Supporting rural and nomad women for healthy...
The international day of rural women was on 15 October, which is established by the General Assembly to recognize “the critical role and contribution of rural women, including indigenous women, in enhancing agricultural and rural development, improving food security and eradicating rural poverty.”
To give a greater importance to improvement of the situation of rural women, and also towards sustainable development goals, a trilateral memorandum of understanding was signed between vice president for women and family affairs, Masoumeh Ebtekar, and head of the National Standards Organization, Nayereh Piroozbakht, at the place of the Ministry of Agriculture, in a congress on Sunday in support of producing healthy food by rural and nomad women.
According to Tehran Times, head of the Agricultural Research Organization, Eskandar Zand, said family agriculture makes up 70 percent of the world’s agriculture and women’s role is vital in family agriculture.
Today, the agriculture sector is divided into two categories of family agriculture and industrial agriculture, Zand explained, adding valuing the farmer is more important than valuing the agriculture itself and the world gives the priority to rural and nomad women.
Also at the congress, a book on 23 years of experience of rural and nomad women’s capabilities was unveiled by the minister of agriculture and the VP for women’s affairs.
Great role of women in food security
Rural women take responsibility of providing 43 percent of the needed food in developing countries, therefore, the role of rural women in food security and decreasing poverty is essential, the temporary representative of the Food and Agriculture Organization of the United Nations (FAO) in Iran, Esther Kuisch Laroche said, speaking at the congress.
Nomad and rural women are usually neglected, however, they make of one fourth of the world population Laroche added. Study shows the women who are earn money, use their income for the food security, clothing, education and health of their children, she added.

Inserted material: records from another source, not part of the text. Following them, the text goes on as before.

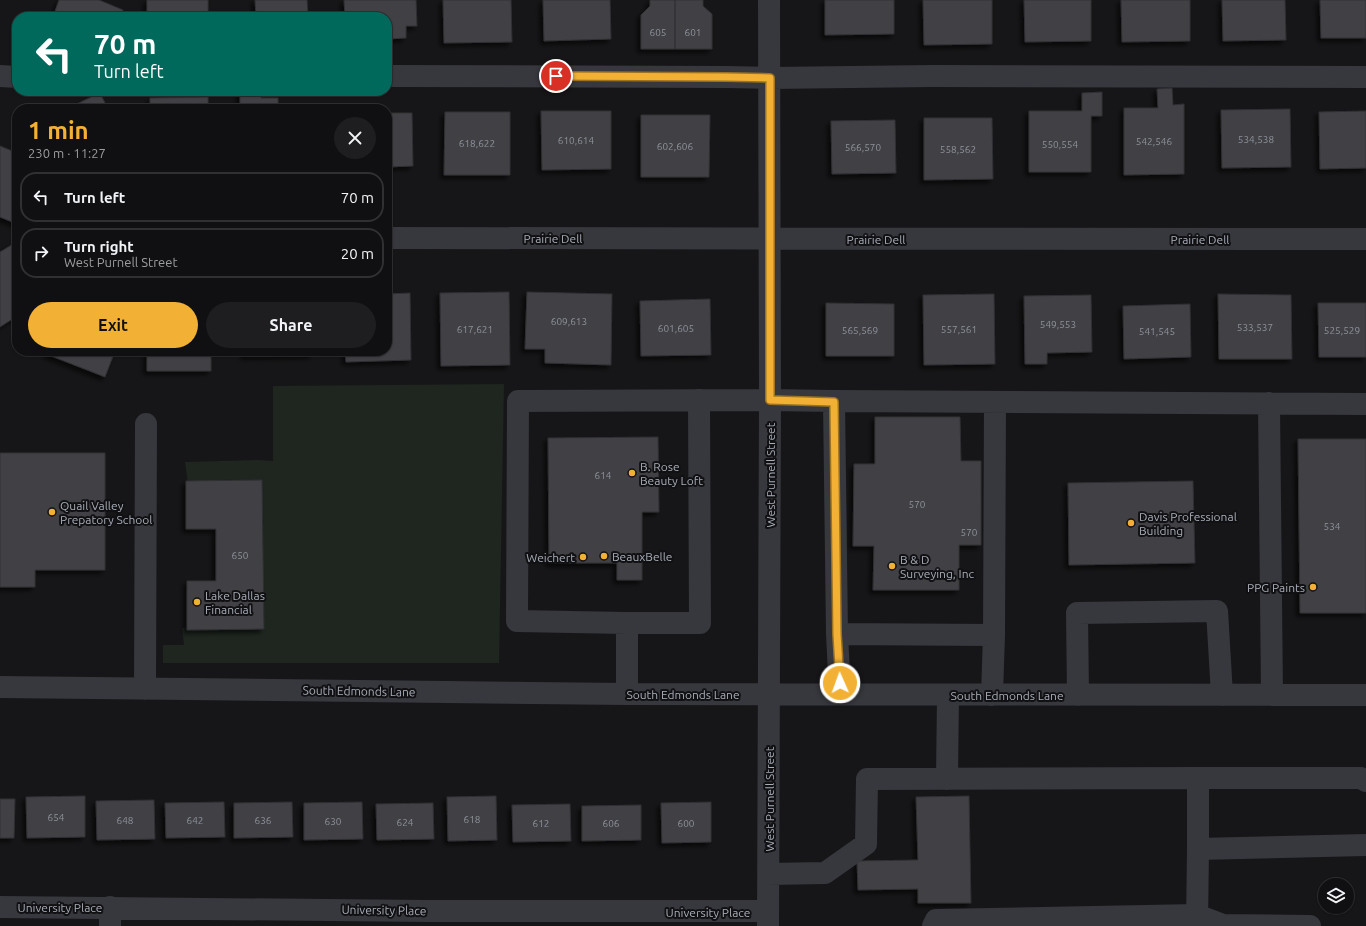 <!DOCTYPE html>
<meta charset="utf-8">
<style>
body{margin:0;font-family:Ubuntu,sans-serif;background:#1e1e20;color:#f1f3f6;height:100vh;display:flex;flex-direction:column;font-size:15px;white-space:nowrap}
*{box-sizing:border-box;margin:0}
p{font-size:13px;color:#9c9d9f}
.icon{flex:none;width:22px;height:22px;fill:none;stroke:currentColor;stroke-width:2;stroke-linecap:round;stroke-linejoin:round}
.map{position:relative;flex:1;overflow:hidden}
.details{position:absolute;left:12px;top:104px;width:380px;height:252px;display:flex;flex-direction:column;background:#101012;border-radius:16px;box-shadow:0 1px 3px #0004,0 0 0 1px #303032}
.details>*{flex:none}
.banner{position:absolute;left:12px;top:12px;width:380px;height:84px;border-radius:16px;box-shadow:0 1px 3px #0004,0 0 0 1px #303032;background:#00695c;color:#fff;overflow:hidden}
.controls{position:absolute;left:1318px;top:878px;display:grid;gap:8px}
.controls a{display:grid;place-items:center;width:36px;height:36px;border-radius:50%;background:#101012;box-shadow:0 1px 3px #0004,0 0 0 1px #303032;font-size:20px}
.pin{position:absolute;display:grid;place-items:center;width:34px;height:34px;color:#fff;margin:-17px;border:2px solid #fff;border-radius:50%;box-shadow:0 1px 4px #0007}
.me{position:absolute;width:44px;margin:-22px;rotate:358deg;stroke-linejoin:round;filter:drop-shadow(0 0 3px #0008)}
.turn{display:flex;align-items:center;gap:14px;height:84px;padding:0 16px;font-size:18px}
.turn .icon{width:52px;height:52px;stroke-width:2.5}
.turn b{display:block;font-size:28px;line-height:34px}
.round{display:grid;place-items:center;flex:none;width:42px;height:42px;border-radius:21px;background:#1e1e20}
.head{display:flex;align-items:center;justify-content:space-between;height:68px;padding:0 16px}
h1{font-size:24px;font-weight:700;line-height:30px;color:#f2b134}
.action{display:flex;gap:8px;margin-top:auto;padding:8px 16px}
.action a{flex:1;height:46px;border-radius:24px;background:#f2b134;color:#111;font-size:16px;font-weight:700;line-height:46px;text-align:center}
.action a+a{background:#1e1e20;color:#f1f3f6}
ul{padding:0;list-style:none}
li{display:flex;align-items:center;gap:12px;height:50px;margin:0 8px 6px;padding:0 8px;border:2px solid #303032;border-radius:16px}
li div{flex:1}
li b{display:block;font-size:15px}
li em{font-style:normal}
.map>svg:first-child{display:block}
.green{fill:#1e261f}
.building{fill:#404145;stroke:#303034;filter:url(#shadow)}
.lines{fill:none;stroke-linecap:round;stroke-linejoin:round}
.minor{stroke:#37383d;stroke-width:22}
.route-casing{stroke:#9d7322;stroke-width:10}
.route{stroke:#f2b134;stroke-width:7}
.poi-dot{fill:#f2b134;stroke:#111113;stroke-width:1.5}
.labels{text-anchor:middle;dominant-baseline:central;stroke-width:4;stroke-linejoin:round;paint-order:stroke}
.number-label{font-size:10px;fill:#8e929b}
.street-label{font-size:12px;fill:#a8adb8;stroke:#111113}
.poi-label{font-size:12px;fill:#a8adb8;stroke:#111113;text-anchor:start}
</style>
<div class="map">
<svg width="1366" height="926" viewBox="0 0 1366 926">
<defs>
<filter id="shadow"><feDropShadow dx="-3.5" dy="3.5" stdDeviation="2" flood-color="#0009"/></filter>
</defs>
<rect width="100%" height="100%" fill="#161618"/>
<path class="green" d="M504 384 499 663H163V645H184L182 628 259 625 257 485 188 484 185 462 257 460 273 461V386Z"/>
<path class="building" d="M59 0H99L123 10 120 17H53Z
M147 0H208V17H147Z
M255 0H307L308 17H256Z
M344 0H416L417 26H406V38L387 39V17H345Z
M443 0H511L512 42 444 43Z
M543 0H610L611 39 544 41Z
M650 0H675V49H641V15L650 6Z
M675 0H703V6L712 14V49H675Z
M825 0H894V34L825 35Z
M923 0H992V44L924 45Z
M1024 0H1091V41L1025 42Z
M1121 0H1190V41L1122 42Z
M1222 0H1285L1286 40 1223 41Z
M1320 0H1366V38H1321Z
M1172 88 1173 105 1184 104V174L1124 175V108H1158L1157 89Z
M240 91H261V98H278V109H240Z
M1102 92V116H1091V172H1029V111H1082V93Z
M100 93 108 109H66Z
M208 97V109H150V98Z
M1290 109 1291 167 1222 168 1221 110Z
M541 111H611V169L542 170Z
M1366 111V168L1320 169 1319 112Z
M445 112H510V175H444Z
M387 113H412L413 166 387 167Z
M641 115H710L709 177H641Z
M924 118H992L993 179 924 180Z
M895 120 896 173 832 174 831 121Z
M0 146 17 153V224L0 217Z
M15 243 17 246V316L0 327V252Z
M509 292 510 365 441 366 440 293Z
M527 292 612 294 611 365 545 363V349H525Z
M410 293 411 360 346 362 345 351H387V294Z
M994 294 995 364 924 365 923 295Z
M1218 294 1291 295 1292 359H1219Z
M1091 295 1092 352 1047 353V364H1025L1024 296Z
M710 299 711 355 641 356 640 301Z
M826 303 894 304V356H826Z
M1318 303H1366V357H1319Z
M1190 304 1191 357 1124 359 1123 306Z
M47 351H115L105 377 46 354Z
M147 351H211V371H147Z
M244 351H313V355L244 356Z
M875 417H960L961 461H981V545H959V590H873L874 546H853L854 464H875Z
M658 437 659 512H642V580H617V563H549L548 438Z
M1298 439H1366V613H1300Z
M0 453H105V570H35V587H0Z
M262 480 264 629 187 630V581H216V529H186V481Z
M1193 481 1195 563 1069 565 1068 483Z
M85 796V837L27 838 26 797Z
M496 796 497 840 448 841 447 797Z
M969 796 971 903H918V889L858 890 857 861 918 860 916 797Z
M0 799H15L14 838H0Z
M154 800 155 839 97 840 96 801Z
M224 802 225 837 166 838 165 803Z
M292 802 293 837 234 838V803Z
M362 802 363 839 304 840V803Z
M711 802V842L662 843 661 803Z
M433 803 434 839 377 840 376 804Z
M570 804 571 841 513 842 512 805Z
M641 805V840L582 841V806Z"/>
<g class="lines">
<path class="minor" d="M0 76 17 77
M387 76 726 77 770 78 932 76 1366 77
M387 238 1366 239
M834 401 837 634
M1269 403 1272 695
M627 623H700L699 400
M994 635 995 402
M0 687 627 694 1366 695
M145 689 146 424
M627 694V623L517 621 518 401 770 400 834 401 1366 404
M840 694 837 634 994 635 992 695
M1078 695 1077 613 1217 611 1222 695
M1198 778H1361L1366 781
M947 779 948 695
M769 874 825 873 866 844 867 779 1198 778V849
M0 907 428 911H768
M110 926V907
M768 926 770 400 769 0
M933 926 936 920 1197 915 1223 925 1310 926
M1197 926 1198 849 1366 845"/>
</g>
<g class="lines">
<g class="route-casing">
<path id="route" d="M556 76 726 77 770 78V400L834 402 837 634 840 683"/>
</g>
<use href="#route" class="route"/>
</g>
<g class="poi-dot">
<circle cx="632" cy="473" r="4"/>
<circle cx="52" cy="512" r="4"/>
<circle cx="1131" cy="523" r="4"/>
<circle cx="604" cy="556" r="4"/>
<circle cx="583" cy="557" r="4"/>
<circle cx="892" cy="566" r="4"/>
<circle cx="1313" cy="587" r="4"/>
<circle cx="197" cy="602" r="4"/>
</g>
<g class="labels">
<g class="number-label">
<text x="658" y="32">605</text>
<text x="693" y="32">601</text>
<text x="1256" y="139">534,538</text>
<text x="576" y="140">610,614</text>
<text x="1154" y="141">542,546</text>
<text x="477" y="143">618,622</text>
<text x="1060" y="144">550,554</text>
<text x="675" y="146">602,606</text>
<text x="863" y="147">566,570</text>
<text x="958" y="149">558,562</text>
<text x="569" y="321">609,613</text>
<text x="1058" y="324">549,553</text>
<text x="1255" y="327">533,537</text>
<text x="676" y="328">601,605</text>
<text x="475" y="329">617,621</text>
<text x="959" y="329">557,561</text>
<text x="860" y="330">565,569</text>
<text x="1342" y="330">525,529</text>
<text x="1157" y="331">541,545</text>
<text x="603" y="475">614</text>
<text x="917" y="504">570</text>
<text x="1332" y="526">534</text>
<text x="969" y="532">570</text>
<text x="240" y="555">650</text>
<text x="56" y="817">654</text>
<text x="472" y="819">618</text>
<text x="125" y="820">648</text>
<text x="195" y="820">642</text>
<text x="263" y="820">636</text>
<text x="333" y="821">630</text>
<text x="405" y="822">624</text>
<text x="541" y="823">612</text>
<text x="611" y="823">606</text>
<text x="686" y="823">600</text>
</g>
<g class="street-label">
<text x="553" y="238">Prairie Dell</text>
<text x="876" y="239">Prairie Dell</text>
<text x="1200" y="239">Prairie Dell</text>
<text transform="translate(770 475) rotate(-90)">West Purnell Street</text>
<text transform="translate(359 691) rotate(1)">South Edmonds Lane</text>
<text x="683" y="694">South Edmonds Lane</text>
<text x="1007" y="695">South Edmonds Lane</text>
<text transform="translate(769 799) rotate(-90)">West Purnell Street</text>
<text x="60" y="907">University Place</text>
<text transform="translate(384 910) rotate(1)">University Place</text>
<text x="708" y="912">University Place</text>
</g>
<g class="poi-label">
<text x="640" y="466">B. Rose<tspan x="640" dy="14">Beauty Loft</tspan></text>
<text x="60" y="505">Quail Valley<tspan x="60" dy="14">Prepatory School</tspan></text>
<text x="1139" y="516">Davis Professional<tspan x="1139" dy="14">Building</tspan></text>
<text x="612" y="556">BeauxBelle</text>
<text x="575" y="557" text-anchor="end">Weichert</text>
<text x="900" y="559">B &amp; D<tspan x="900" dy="14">Surveying, Inc</tspan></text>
<text x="1305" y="587" text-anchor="end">PPG Paints</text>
<text x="205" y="595">Lake Dallas<tspan x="205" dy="14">Financial</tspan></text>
</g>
</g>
</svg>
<div class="controls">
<a><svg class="icon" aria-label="layers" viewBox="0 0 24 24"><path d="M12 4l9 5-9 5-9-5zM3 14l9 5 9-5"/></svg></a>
</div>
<div class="pin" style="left:556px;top:76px;background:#d93025"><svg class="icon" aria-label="arrive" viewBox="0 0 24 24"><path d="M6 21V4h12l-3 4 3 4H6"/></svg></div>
<svg class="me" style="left:840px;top:683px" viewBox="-20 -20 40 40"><circle r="17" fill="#f2b134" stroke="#fff" stroke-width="3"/><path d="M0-11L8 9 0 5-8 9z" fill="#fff"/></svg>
<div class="banner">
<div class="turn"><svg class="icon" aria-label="left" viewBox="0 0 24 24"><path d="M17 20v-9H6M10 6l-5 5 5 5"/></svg><div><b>70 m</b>Turn left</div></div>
</div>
<section class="details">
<div class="head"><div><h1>1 min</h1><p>230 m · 11:27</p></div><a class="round"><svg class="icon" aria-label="close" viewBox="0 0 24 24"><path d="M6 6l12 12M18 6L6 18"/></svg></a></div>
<ul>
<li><svg class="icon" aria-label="left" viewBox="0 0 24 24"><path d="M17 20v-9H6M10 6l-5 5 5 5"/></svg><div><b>Turn left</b></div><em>70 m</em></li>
<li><svg class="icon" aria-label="right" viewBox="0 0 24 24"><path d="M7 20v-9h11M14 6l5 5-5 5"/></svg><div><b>Turn right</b><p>West Purnell Street</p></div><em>20 m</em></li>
</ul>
<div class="action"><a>Exit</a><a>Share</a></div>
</section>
</div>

While 1991 statistics show that only about 8.5% of rural women are economically active, research and field observations indicate that the number is much greater. Rural women play an active part in food and other crop production, fisheries and livestock, especially poultry raising. In forestry, women are involved in the production and transplanting of seedlings. Since income from agriculture is often insufficient for subsistence, rural women's nonagricultural activities, such as carpet weaving and other crafts, are important to household survival.
Although information on agricultural activities is not gender-disaggregated, case studies and observations show that rural women are engaged in various phases of crop production, including planting (particularly of rice), weeding, pest control, harvesting, processing and marketing.
Women also play an important role in livestock raising and dairy production and in the processing and marketing of fish. Activities vary by region and crop. Increased farm mechanization has decreased women's part in planting operations, but has increased opportunities for employment in processing of food and animal products.
Most decisions related to food and other crops are made by men, although women sometimes participate in decisions on surplus production and the use of income from crops such as sugar beets, pulses and garden fruits. Women and men share equally in decisions on poultry and women also have a say in decisions regarding cattle and, to a lesser extent, sheep.
Although, due to tradition, women have little decision-making power at the local level, elderly women have a special status and their opinions carry weight in household decision-making.